A former student of the École Normale Supérieure, Henri Verdier was the founder and CEO of the company Odile Jacob Multimedia.
He is one of the founding members of the Cap Digital competitiveness cluster, and he served as Vice-Chairman from 2006 to 2008, before becoming Chairman of the Board of Directors from 2008 to January 2013.
Henri Verdier is also a member of the Scientific Council of the Institut Mines-Télécom, as well as a member of the ARCEP Foresight Committee and the CNIL Foresight Committee.
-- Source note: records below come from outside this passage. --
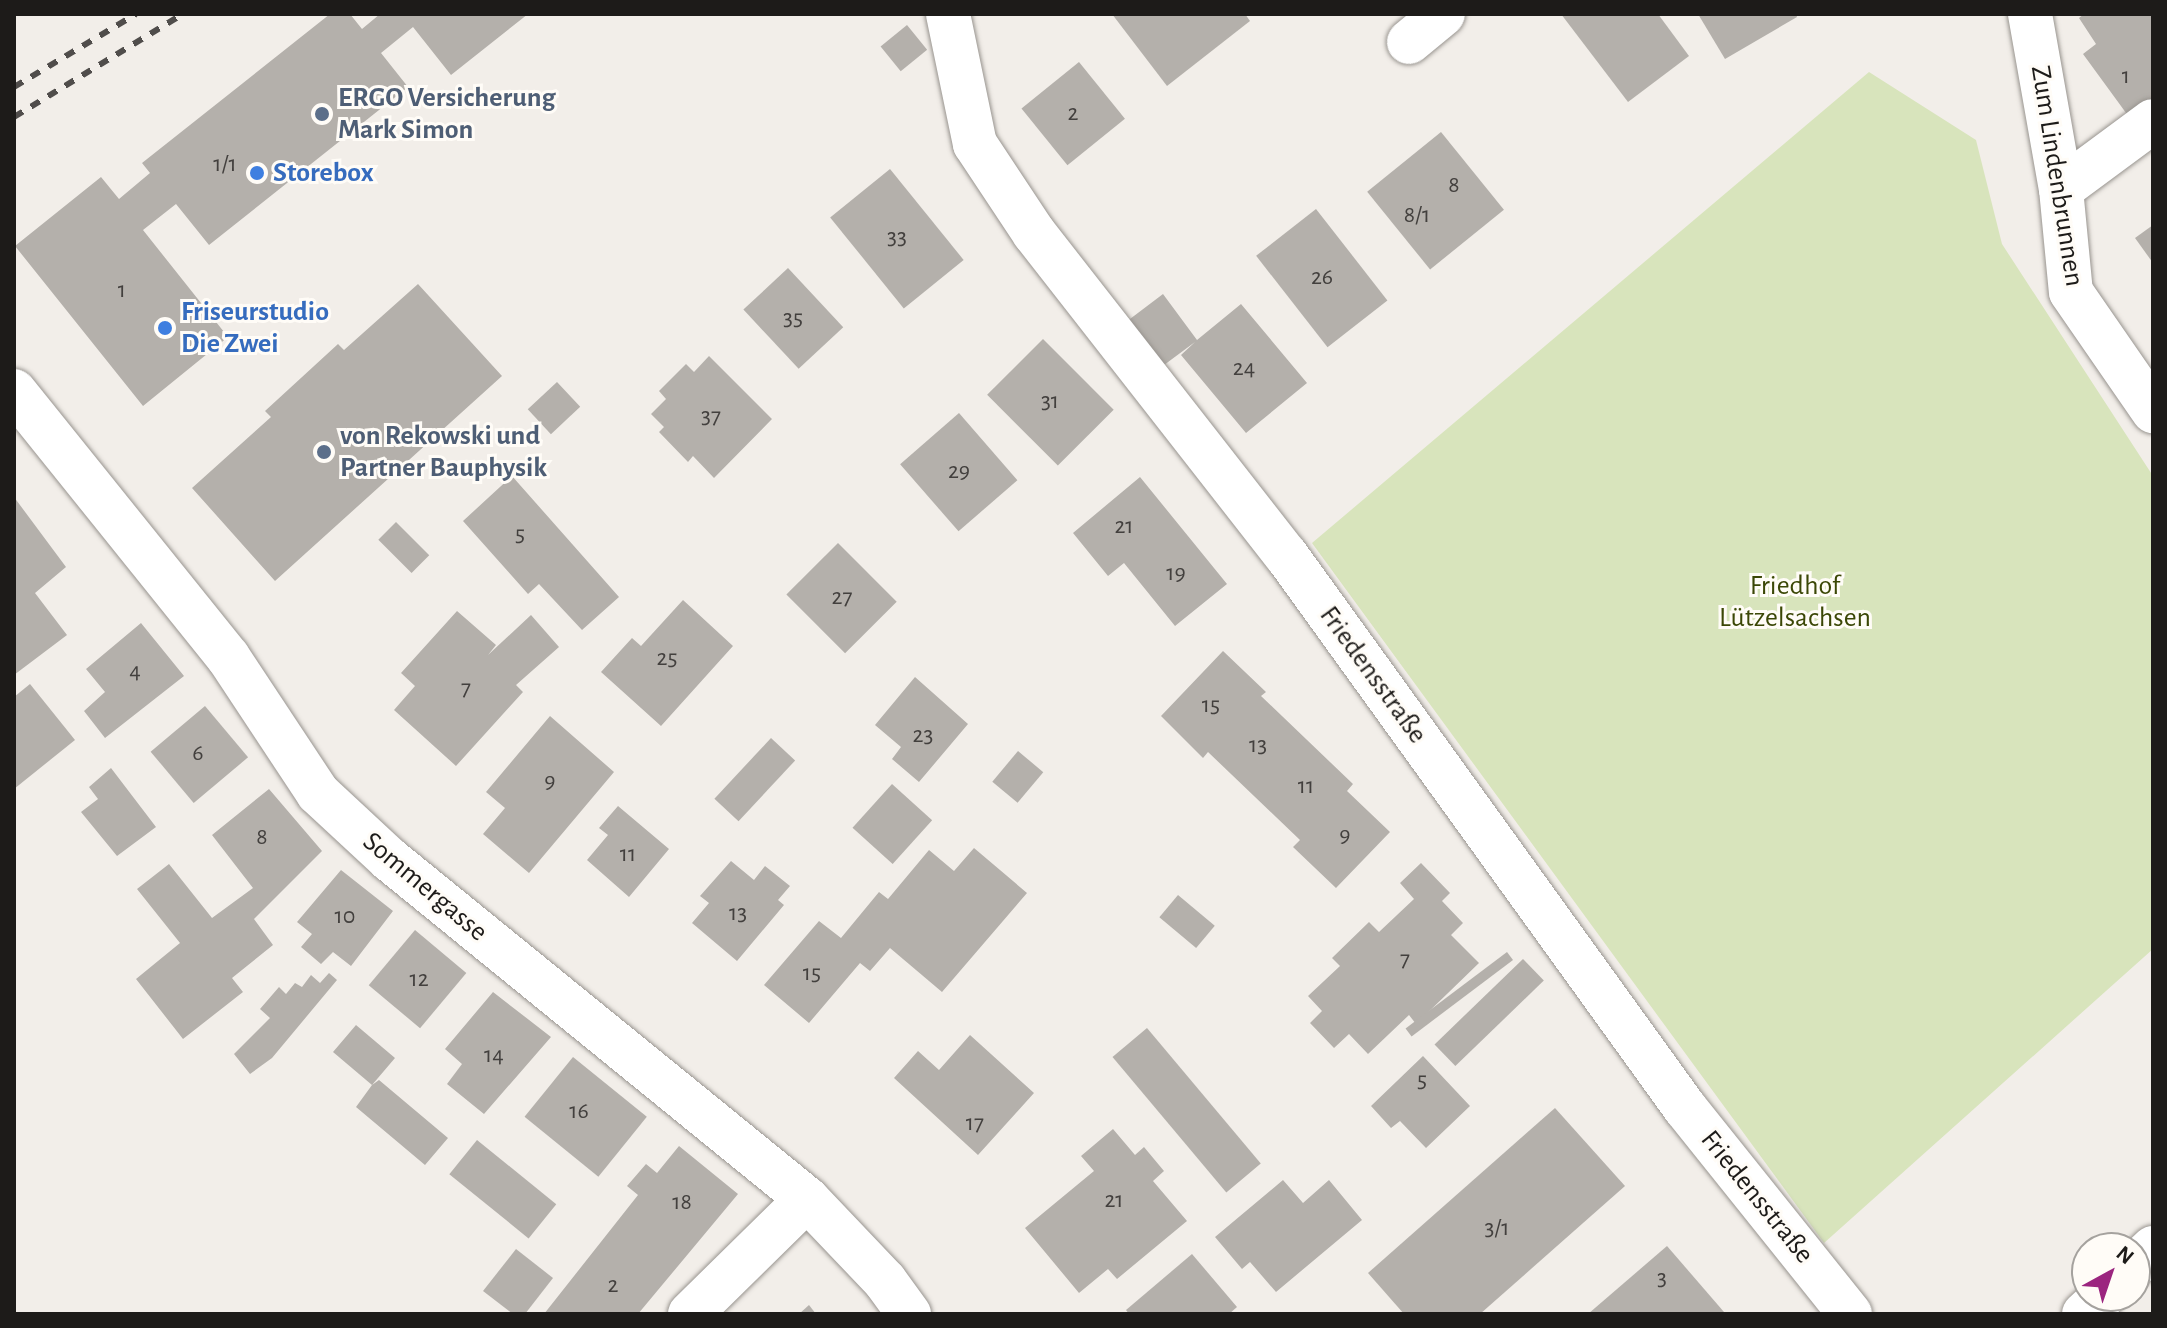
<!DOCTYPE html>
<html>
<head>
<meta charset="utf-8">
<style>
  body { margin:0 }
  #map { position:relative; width:2167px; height:1328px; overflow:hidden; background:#f2eee9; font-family:"Alegreya Sans",sans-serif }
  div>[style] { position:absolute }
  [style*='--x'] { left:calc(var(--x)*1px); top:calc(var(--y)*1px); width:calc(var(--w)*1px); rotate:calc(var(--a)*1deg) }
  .green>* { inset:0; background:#d8e4bc }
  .building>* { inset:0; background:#b4b0ab; transform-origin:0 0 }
  .roads { filter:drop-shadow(0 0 2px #98948f) drop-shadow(0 0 2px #98948f) }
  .minor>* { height:44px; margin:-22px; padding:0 22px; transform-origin:22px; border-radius:22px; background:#fff }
  .rail>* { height:6px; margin-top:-3px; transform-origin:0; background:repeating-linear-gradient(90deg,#504d4b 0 10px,transparent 0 20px) }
  .dots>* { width:22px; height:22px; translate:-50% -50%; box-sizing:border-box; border:4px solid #fffcf7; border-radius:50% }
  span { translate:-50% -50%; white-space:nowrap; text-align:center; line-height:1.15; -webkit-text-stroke:6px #fffcf7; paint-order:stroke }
  .number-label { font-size:24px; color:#43403e }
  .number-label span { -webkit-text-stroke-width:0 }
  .service-label { font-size:28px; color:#4e5e75; font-weight:700 }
  .left { translate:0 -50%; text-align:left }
  .shop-label { font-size:28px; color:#366cbe; font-weight:700 }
  .street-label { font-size:28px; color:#1d1b19 }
  .park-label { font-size:28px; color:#3b4706 }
  .frame { position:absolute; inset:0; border:16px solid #1d1b19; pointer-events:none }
  .north { position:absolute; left:2071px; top:1232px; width:80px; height:80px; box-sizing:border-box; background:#fffcf7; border:2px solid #a5a29e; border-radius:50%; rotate:40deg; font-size:22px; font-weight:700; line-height:32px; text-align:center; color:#1d1b19 }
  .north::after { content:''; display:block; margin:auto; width:28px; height:36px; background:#9b257f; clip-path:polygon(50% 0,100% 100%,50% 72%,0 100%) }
</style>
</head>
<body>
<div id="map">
  <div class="green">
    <div style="clip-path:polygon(1869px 72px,1976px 140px,2002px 244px,2153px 476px,2153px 949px,1824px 1243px,1312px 543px)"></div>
  </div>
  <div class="building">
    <div style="clip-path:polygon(330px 14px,350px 14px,362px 29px,380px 14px,528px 14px,451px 75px,413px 27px,381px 53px,408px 87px,209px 245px,176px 204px,143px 230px,228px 337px,143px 406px,15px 246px,101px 177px,119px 199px,150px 173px,142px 163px)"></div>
    <div style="clip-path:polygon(1112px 14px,1245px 14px,1250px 21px,1167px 86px)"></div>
    <div style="clip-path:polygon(1561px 14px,1658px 14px,1689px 56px,1628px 102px)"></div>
    <div style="clip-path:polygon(1698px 14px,1796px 14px,1797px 17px,1725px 59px)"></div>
    <div style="clip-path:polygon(2084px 14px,2153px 14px,2153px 99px,2129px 117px,2083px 54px,2096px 44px,2079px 18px)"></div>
    <div style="left:907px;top:25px;width:32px;height:34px;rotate:51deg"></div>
    <div style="left:1079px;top:62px;width:73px;height:74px;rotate:51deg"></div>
    <div style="left:1441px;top:132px;width:100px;height:95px;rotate:51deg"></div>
    <div style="left:890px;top:169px;width:117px;height:77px;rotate:51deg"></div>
    <div style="left:1316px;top:209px;width:116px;height:76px;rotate:52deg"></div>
    <div style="clip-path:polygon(2153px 225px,2153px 263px,2135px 238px)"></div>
    <div style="left:788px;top:268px;width:81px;height:61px;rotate:47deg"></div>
    <div style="clip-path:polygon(418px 284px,502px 376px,275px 581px,192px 488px,271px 417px,265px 411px,338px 344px,344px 350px)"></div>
    <div style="clip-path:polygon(1163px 294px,1197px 340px,1241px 304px,1307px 383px,1246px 433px,1181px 355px,1195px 342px,1160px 368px,1126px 322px)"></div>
    <div style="left:1043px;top:339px;width:100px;height:79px;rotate:45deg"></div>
    <div style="clip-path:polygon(709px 356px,772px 419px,714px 478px,693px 456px,688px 462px,659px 432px,664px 427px,651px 414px,666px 399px,659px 391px,686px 364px,694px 372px)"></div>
    <div style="left:557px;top:382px;width:34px;height:40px;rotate:47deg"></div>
    <div style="left:959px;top:413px;width:89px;height:78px;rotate:49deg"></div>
    <div style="clip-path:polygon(512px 476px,619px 597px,582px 630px,539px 584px,528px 594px,463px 521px)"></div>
    <div style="clip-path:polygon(1140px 477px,1227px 584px,1175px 626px,1124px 563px,1108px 576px,1073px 533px)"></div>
    <div style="clip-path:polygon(14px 497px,66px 567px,35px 593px,67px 635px,14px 675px)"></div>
    <div style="left:396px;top:522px;width:47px;height:25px;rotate:45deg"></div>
    <div style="left:838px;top:543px;width:83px;height:73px;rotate:45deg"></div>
    <div style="clip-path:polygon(683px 600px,733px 646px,661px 726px,601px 672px,632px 638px,641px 646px)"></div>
    <div style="clip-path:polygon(457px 611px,496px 645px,488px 655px,531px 615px,559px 647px,516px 685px,523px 692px,456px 766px,394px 710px,415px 686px,401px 673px)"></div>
    <div style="clip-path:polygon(141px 623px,184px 676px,105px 738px,84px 711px,105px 692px,86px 669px)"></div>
    <div style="clip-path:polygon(1223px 651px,1266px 692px,1261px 696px,1353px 784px,1347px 791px,1390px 832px,1336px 888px,1293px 847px,1300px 840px,1208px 752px,1203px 758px,1161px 716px)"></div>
    <div style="clip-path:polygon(915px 677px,968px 724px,919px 782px,892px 759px,901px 747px,875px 725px)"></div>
    <div style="clip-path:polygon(30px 684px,75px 740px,14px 789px,14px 697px)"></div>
    <div style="left:205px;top:706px;width:67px;height:71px;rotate:50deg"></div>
    <div style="clip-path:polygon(550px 716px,614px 772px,529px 873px,483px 834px,505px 808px,486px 792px)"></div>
    <div style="left:771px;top:738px;width:33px;height:83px;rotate:43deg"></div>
    <div style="left:1018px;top:751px;width:33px;height:40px;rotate:40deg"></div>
    <div style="clip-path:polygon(111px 768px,156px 827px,117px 856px,81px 812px,98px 799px,89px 787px)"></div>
    <div style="left:892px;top:784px;width:54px;height:59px;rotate:42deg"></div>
    <div style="clip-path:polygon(269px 789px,322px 851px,254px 919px,273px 945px,232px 978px,243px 992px,183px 1039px,136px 979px,180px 943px,137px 889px,169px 864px,212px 918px,253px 888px,212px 835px)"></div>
    <div style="clip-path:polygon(618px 806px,669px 849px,629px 897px,587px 860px,608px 835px,599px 828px)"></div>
    <div style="clip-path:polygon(974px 848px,1027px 893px,942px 992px,890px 948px,870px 971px,860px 963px,809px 1023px,764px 985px,819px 921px,841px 938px,879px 892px,888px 899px,929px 850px,954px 871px)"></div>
    <div style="clip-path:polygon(731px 861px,754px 880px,765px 866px,790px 886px,778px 900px,784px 905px,737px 961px,692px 923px,709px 903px,700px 896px)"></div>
    <div style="clip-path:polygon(1421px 863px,1450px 893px,1442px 901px,1463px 923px,1451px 935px,1479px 963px,1416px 1024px,1409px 1015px,1368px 1054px,1349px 1034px,1334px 1048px,1310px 1023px,1322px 1011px,1308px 996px,1340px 966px,1332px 958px,1369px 922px,1379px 932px,1414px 899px,1400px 883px)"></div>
    <div style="clip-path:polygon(341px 870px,393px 911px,351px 966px,333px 952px,321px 964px,301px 947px,312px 934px,297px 922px)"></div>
    <div style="left:1178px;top:895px;width:48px;height:29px;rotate:40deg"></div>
    <div style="left:415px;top:930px;width:67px;height:72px;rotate:40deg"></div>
    <div style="left:1507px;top:952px;width:10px;height:127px;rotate:53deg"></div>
    <div style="left:1523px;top:959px;width:30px;height:123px;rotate:46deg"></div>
    <div style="clip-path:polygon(329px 973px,337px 980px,272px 1058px,250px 1074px,234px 1054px,270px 1018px,260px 1009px,279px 987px,286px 994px,295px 983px,302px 987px,311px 975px,320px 983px)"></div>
    <div style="clip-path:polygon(493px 992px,551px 1037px,484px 1114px,447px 1084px,462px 1064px,445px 1049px)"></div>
    <div style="clip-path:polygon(356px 1025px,395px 1058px,372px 1085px,379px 1080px,448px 1138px,425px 1165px,356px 1107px,372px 1085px,333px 1052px)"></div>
    <div style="left:1147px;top:1028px;width:177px;height:45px;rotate:50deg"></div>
    <div style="clip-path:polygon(970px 1035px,1034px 1093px,978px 1155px,894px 1078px,918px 1051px,939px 1070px)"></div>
    <div style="clip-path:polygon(1423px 1056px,1470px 1106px,1426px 1148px,1400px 1121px,1391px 1128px,1371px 1106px)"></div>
    <div style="left:573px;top:1057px;width:95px;height:77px;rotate:39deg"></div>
    <div style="clip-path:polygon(1555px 1108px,1625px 1186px,1480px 1314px,1404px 1314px,1368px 1273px)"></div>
    <div style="clip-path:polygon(1113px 1129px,1135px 1155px,1144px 1147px,1164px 1171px,1153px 1181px,1187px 1221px,1117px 1279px,1108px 1269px,1079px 1293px,1025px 1228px,1094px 1171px,1081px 1156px)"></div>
    <div style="left:477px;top:1140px;width:102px;height:44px;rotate:39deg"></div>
    <div style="clip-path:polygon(679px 1146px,738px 1194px,638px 1314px,544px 1314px,638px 1195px,627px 1186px,646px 1164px,657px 1173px)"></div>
    <div style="clip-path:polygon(1283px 1180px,1303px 1203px,1329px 1180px,1362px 1220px,1276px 1292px,1250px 1262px,1242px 1269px,1215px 1237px)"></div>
    <div style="clip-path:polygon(1667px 1246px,1724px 1312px,1588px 1314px)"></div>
    <div style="clip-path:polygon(516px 1249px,553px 1278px,525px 1314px,513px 1314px,483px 1291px)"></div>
    <div style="clip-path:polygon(1192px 1254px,1237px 1307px,1229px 1314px,1129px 1314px,1126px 1310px)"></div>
    <div style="clip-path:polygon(809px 1305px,816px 1314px,799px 1314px)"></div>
  </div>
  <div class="roads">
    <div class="minor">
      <div style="--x:948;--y:14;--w:133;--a:78.3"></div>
      <div style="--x:975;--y:144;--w:107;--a:56.5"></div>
      <div style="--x:1034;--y:233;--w:409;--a:52"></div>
      <div style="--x:1286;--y:555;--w:682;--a:54.19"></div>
      <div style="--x:1685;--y:1108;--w:264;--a:51.3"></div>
      <div style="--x:2030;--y:14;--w:178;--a:80"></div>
      <div style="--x:2061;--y:189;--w:103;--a:84.5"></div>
      <div style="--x:2071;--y:292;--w:145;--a:55.4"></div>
      <div style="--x:1409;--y:42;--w:44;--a:-39.5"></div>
      <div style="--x:2061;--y:189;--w:114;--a:-36.5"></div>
      <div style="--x:14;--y:391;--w:341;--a:51.2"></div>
      <div style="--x:228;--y:657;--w:163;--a:56.5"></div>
      <div style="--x:318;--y:793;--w:97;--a:42.9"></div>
      <div style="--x:389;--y:859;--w:539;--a:39.12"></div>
      <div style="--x:807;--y:1199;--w:113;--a:46.4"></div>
      <div style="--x:885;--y:1281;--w:41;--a:54"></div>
      <div style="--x:2135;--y:1265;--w:25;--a:-43"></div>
      <div style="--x:690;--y:1314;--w:164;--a:-44.5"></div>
      <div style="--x:2084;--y:1314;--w:26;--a:-43"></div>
    </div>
  </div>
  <div class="rail">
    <div style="--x:14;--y:87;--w:142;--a:-30.9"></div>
    <div style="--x:14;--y:117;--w:198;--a:-31.4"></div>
  </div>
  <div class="dots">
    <div style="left:322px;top:114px;background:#5c6f8a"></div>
    <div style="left:257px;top:173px;background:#3f7fe0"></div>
    <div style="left:165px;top:328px;background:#3f7fe0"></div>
    <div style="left:324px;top:452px;background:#5c6f8a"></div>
  </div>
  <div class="number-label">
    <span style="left:2126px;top:77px">1</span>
    <span style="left:1073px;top:114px">2</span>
    <span style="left:225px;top:165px">1/1</span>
    <span style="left:1454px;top:186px">8</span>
    <span style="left:1417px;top:216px">8/1</span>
    <span style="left:897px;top:238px">33</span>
    <span style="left:1322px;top:278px">26</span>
    <span style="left:122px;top:291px">1</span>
    <span style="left:793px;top:319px">35</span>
    <span style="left:1244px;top:369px">24</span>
    <span style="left:1050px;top:402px">31</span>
    <span style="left:711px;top:417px">37</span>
    <span style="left:959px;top:472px">29</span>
    <span style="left:1124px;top:527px">21</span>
    <span style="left:520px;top:535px">5</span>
    <span style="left:1176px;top:574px">19</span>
    <span style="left:842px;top:598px">27</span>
    <span style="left:667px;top:659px">25</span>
    <span style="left:135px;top:672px">4</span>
    <span style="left:466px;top:689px">7</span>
    <span style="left:1211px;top:706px">15</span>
    <span style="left:923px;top:736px">23</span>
    <span style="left:1258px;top:746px">13</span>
    <span style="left:198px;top:754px">6</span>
    <span style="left:550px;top:782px">9</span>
    <span style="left:1306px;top:787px">11</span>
    <span style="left:1345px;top:836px">9</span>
    <span style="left:262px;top:838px">8</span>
    <span style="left:628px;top:855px">11</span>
    <span style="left:738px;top:914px">13</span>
    <span style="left:345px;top:917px">10</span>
    <span style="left:1405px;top:960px">7</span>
    <span style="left:812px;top:974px">15</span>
    <span style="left:419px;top:980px">12</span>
    <span style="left:494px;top:1056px">14</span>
    <span style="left:1422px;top:1081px">5</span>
    <span style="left:579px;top:1112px">16</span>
    <span style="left:975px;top:1124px">17</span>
    <span style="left:1114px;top:1201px">21</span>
    <span style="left:682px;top:1203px">18</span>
    <span style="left:1497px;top:1229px">3/1</span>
    <span style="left:1662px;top:1279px">3</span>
    <span style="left:613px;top:1286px">2</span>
  </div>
  <div class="service-label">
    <span class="left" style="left:338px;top:114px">ERGO Versicherung<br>Mark Simon</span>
    <span class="left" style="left:340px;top:452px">von Rekowski und<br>Partner Bauphysik</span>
  </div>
  <div class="shop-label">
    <span class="left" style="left:273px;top:173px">Storebox</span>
    <span class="left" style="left:181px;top:328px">Friseurstudio<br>Die Zwei</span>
  </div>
  <div class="street-label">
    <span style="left:2057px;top:176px;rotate:81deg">Zum Lindenbrunnen</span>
    <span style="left:1373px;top:675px;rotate:54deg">Friedensstraße</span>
    <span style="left:425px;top:887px;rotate:40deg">Sommergasse</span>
    <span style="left:1757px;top:1197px;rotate:51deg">Friedensstraße</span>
  </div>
  <div class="park-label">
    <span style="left:1795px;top:602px">Friedhof<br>Lützelsachsen</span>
  </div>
  <div class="frame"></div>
  <div class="north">N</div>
</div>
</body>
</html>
Professor Dr. Stefan Wrobel is Professor of Computer Science at University of Bonn and Director of the Fraunhofer Institute for Intelligent Analysis and Information Systems IAIS.
He studied computer science and artificial intelligence in Bonn and Atlanta, Georgia/USA (M.S., Georgia Institute of Technology) and obtained his PhD at the University of Dortmund. After several years in research and as start-up co-founder, he was appointed professor at Magdeburg University, before taking up his current position. In addition, he is one of the directors of the Bonn-Aachen International Center for Information Technology (b-it).
Professor Wrobel’s work is focused on intelligent systems and their productive use in business applications, focusing in particular on innovations in Machine Learning, Artificial Intelligence and their foundations in big data, data ecosystems, and enterprise structures. He is the author of a large number of publications on data mining and machine learning and is on the Editorial Board of several leading academic journals in his field. He is co-speaker of ML2R, one of the German National Excellence.